Two Americans who had been working with Ebola patients were infected with the virus and flown back to the United States for treatment. They were given an experimental drug and are said to be improving. Many people are wondering why this drug isn't being used on people in West Africa or why it isn't being manufactured in large quantities.

While some people think withholding a drug is unethical, some experts say it would be even more unethical to offer the drug to the infected people in West Africa.

Experimental drugs and Ebola: how do we balance ethics and treatment? @CSIROnews https://t.co/XvFvhY78Rn

— The Conversation (@ConversationEDU) August 12, 2014

The drug has so far only been tested on monkeys and the two American patients.

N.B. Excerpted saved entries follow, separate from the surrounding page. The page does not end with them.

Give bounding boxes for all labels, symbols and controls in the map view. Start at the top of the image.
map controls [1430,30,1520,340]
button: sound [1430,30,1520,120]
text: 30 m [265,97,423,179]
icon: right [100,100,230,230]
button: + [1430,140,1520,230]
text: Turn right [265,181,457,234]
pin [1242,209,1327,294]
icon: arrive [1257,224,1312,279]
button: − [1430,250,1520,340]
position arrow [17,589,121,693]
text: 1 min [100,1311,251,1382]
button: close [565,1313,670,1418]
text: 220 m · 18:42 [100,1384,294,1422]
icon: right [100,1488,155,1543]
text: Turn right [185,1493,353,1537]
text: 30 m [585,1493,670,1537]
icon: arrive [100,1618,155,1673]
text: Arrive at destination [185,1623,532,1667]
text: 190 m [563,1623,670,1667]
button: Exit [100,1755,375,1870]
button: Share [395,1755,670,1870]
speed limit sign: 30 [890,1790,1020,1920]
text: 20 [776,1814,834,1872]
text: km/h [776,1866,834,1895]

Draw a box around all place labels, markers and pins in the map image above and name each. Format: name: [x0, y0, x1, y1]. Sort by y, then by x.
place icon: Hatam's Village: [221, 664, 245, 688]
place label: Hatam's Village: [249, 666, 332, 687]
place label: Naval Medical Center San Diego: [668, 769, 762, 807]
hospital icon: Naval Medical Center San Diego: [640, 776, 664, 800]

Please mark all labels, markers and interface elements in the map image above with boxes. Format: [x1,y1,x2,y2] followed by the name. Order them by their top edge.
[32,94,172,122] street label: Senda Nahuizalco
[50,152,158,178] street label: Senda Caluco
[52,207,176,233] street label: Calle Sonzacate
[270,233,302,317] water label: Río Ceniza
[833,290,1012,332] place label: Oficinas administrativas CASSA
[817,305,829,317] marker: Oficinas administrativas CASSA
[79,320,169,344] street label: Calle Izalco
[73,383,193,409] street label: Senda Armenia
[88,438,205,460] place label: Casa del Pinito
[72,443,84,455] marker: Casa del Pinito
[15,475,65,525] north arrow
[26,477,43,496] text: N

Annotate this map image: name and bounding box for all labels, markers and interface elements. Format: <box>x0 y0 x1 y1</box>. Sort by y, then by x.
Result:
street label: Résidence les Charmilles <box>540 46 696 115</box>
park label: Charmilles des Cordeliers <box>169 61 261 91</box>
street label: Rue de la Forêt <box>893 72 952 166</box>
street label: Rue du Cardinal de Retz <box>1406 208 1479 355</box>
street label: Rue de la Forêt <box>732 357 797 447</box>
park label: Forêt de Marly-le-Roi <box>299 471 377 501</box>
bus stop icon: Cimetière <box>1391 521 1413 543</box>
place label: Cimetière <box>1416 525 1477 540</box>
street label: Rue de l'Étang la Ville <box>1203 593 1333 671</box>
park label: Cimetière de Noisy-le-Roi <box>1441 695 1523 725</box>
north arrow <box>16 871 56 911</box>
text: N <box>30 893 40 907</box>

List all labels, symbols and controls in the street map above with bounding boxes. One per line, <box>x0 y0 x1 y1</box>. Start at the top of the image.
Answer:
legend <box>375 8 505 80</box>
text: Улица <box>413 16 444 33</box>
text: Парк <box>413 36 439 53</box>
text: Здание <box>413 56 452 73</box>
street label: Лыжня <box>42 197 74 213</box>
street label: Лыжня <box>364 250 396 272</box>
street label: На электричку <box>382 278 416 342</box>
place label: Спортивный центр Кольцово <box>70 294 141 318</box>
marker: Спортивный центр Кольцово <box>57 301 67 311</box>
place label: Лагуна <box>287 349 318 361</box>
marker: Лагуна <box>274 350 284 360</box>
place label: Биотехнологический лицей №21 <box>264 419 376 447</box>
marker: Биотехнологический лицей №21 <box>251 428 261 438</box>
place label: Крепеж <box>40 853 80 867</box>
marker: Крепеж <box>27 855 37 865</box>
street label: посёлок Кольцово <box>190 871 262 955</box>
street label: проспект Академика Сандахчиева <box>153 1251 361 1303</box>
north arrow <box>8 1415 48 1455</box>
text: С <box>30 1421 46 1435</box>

This doesn't mean that the drug is the reason they are recovering or that it is safe for use. The drug is still in the early stages of testing and only available in small samples. Those samples have already been taken and it could be months before more become available.

The drug has a wide range of possible side effects and while some people think the risks are worth it, many of the people in West Africa are uneducated and will not understand the risks associated with the medicine. Some people believe it wouldn't be right to treat them with a drug if they don't understand the consequences of taking it.

Japanese drug emerges as a candidate for treating deadly Ebola virus http://t.co/awOsCL1Csc pic.twitter.com/m86Mo1qojc

— Wall Street Journal (@WSJ) August 8, 2014

Others say that the people infected with Ebola will likely not live without a treatment and believe that the doctors treating them should try everything they can to help them, even experimental drugs.

"You really worry how people in a vulnerable population will understand the risks," one doctor said. "Do you think you can give informed consent, or are you likely to be coercive? How would I explain the risk of a brand-new drug to an African patient?"

Doctors are also afraid that there would be no way to judge the effectiveness of the drug or to determine if it is helping if it is just handed out to every infected person.

Do you think the drugs should be given to Ebola patients in Africa or should the drug have to go through the same testing and approval process of any other medication, regardless of how badly it is needed?